**What the task requires**
The answer must be one number: how many lines below contain the word "position".

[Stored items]

===

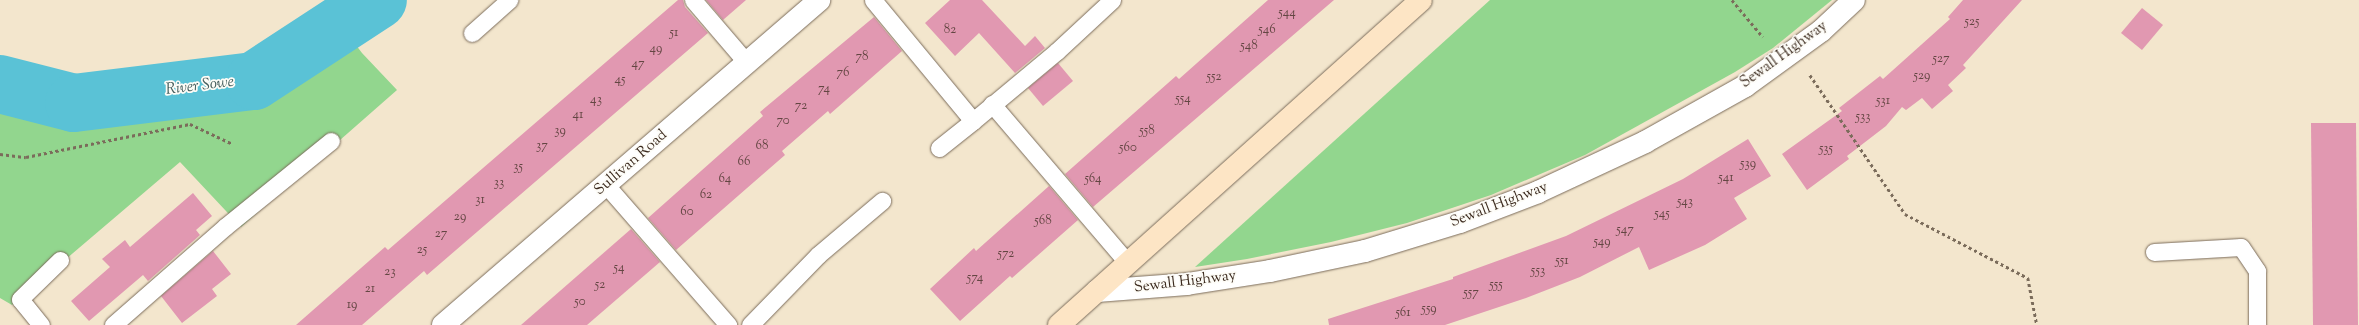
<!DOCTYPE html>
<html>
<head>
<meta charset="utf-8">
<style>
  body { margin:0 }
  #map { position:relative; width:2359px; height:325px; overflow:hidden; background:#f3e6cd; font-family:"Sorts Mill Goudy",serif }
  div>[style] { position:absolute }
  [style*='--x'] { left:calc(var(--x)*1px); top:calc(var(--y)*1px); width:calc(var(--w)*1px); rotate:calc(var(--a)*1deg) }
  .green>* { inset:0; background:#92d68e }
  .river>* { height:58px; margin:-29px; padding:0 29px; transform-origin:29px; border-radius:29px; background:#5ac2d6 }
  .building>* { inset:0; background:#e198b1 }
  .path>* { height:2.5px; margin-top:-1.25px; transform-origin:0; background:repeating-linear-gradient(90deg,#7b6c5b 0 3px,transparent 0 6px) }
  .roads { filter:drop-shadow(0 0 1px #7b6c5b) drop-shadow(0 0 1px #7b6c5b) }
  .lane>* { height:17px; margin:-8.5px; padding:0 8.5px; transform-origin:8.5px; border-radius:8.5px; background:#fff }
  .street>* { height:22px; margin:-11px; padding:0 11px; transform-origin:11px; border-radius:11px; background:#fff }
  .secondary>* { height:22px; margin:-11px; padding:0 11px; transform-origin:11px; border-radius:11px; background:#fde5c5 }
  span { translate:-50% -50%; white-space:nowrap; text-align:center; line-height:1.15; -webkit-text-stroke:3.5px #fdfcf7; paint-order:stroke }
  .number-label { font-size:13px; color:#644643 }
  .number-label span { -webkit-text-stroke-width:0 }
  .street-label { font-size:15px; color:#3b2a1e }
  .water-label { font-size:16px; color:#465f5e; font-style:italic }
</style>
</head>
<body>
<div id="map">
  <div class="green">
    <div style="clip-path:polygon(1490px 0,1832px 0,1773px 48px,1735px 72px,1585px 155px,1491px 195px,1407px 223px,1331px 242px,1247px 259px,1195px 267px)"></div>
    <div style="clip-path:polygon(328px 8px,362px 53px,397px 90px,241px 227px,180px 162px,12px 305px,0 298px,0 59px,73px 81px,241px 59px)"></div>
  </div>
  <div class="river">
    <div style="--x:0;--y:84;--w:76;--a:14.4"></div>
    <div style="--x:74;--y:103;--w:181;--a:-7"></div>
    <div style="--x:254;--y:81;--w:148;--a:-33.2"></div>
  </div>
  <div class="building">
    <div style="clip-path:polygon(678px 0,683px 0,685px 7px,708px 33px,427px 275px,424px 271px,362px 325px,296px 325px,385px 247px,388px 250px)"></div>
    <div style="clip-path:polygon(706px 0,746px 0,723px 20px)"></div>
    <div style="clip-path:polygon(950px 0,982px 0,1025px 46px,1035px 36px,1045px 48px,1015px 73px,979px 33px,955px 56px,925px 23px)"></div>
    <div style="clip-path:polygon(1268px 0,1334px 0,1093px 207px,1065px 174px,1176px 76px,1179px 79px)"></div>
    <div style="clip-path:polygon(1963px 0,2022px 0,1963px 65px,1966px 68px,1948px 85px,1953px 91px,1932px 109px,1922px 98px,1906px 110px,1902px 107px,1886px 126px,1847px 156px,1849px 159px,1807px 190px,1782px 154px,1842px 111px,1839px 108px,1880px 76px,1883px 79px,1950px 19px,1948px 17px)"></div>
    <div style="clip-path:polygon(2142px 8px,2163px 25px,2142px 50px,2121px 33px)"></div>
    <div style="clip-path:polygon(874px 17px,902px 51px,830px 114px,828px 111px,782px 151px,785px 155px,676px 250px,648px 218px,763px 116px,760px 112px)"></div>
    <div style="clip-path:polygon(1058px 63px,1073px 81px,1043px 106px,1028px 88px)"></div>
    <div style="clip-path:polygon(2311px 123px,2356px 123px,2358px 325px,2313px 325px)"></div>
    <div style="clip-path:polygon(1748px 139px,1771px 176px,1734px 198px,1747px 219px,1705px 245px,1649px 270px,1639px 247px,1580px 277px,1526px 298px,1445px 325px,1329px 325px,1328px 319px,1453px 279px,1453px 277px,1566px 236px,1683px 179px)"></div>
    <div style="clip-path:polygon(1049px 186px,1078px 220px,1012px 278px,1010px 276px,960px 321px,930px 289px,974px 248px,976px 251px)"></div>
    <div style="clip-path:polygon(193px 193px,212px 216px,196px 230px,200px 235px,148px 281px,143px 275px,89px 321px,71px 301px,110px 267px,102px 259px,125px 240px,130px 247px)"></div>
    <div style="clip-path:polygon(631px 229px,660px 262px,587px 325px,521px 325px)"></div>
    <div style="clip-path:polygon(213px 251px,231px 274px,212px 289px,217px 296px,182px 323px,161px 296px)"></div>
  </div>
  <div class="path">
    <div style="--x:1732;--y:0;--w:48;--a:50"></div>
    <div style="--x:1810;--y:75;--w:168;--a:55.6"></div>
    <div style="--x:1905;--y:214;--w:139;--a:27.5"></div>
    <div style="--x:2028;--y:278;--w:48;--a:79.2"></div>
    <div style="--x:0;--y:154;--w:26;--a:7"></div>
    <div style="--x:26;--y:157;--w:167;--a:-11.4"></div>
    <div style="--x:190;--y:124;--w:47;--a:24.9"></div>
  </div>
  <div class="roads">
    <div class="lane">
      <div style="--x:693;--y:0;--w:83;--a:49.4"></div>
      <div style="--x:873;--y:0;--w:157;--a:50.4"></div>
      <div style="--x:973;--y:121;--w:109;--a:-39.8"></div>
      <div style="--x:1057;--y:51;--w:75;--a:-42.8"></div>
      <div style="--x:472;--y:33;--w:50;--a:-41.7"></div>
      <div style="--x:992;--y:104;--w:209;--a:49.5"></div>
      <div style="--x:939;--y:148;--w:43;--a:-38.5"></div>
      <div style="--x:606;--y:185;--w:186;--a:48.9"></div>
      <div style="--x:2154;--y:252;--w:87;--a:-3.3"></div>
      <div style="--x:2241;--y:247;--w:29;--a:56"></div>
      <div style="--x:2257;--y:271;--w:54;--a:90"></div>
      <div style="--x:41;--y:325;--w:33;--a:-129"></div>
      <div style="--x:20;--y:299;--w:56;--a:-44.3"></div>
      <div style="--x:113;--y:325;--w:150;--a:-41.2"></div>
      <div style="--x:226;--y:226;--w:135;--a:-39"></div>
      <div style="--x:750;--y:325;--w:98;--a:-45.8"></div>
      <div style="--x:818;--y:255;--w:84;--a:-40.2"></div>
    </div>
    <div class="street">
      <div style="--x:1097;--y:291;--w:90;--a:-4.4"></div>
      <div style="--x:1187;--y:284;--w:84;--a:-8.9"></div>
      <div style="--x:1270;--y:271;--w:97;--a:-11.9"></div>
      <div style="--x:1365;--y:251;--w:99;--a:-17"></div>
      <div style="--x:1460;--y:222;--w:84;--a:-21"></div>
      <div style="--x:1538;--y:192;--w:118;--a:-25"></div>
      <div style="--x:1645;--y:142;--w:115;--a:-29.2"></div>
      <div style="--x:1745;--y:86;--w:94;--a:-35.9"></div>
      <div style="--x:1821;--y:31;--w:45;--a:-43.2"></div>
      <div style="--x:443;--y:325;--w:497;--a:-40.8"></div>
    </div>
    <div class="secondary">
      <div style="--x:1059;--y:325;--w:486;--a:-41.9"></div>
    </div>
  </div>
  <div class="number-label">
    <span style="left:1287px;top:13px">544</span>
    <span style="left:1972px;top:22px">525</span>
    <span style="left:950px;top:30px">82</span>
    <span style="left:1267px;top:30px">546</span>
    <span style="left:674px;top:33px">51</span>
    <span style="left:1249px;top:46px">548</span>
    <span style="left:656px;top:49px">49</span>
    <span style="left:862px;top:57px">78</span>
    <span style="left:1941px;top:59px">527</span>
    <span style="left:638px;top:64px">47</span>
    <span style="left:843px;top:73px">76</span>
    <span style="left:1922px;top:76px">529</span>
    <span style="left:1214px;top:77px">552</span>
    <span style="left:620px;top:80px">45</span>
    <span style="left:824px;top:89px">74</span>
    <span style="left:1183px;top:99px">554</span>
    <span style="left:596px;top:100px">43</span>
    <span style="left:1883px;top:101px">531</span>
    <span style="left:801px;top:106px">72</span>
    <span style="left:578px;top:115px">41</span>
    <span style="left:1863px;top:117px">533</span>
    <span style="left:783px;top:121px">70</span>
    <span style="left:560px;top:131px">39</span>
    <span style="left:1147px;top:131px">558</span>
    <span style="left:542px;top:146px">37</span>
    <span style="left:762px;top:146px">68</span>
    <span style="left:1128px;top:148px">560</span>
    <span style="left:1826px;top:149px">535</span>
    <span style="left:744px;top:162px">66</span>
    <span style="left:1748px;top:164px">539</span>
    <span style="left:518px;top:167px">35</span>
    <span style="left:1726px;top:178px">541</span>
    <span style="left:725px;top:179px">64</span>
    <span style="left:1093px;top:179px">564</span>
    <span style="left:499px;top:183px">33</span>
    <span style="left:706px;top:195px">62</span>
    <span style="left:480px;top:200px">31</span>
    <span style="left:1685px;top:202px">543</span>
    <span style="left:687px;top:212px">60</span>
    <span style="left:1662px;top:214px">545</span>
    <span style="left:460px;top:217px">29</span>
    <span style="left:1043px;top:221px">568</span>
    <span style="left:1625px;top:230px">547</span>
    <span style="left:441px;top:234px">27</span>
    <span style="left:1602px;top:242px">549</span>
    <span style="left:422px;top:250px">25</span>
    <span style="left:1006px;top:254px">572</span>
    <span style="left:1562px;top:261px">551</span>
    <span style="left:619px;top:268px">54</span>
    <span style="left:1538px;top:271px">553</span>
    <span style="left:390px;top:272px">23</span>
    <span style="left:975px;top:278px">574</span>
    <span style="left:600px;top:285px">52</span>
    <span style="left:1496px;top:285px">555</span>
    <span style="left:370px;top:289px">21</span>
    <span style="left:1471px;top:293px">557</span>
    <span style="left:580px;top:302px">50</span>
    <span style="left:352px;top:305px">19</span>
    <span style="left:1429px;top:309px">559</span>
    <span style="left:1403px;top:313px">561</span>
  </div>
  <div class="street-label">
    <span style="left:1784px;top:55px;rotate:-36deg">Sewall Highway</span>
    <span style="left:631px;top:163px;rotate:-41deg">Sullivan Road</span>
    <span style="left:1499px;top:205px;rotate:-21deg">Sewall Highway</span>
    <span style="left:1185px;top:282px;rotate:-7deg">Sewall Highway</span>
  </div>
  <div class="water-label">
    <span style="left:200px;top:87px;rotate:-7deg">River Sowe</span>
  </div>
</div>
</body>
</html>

===

**Output of the exercise**
2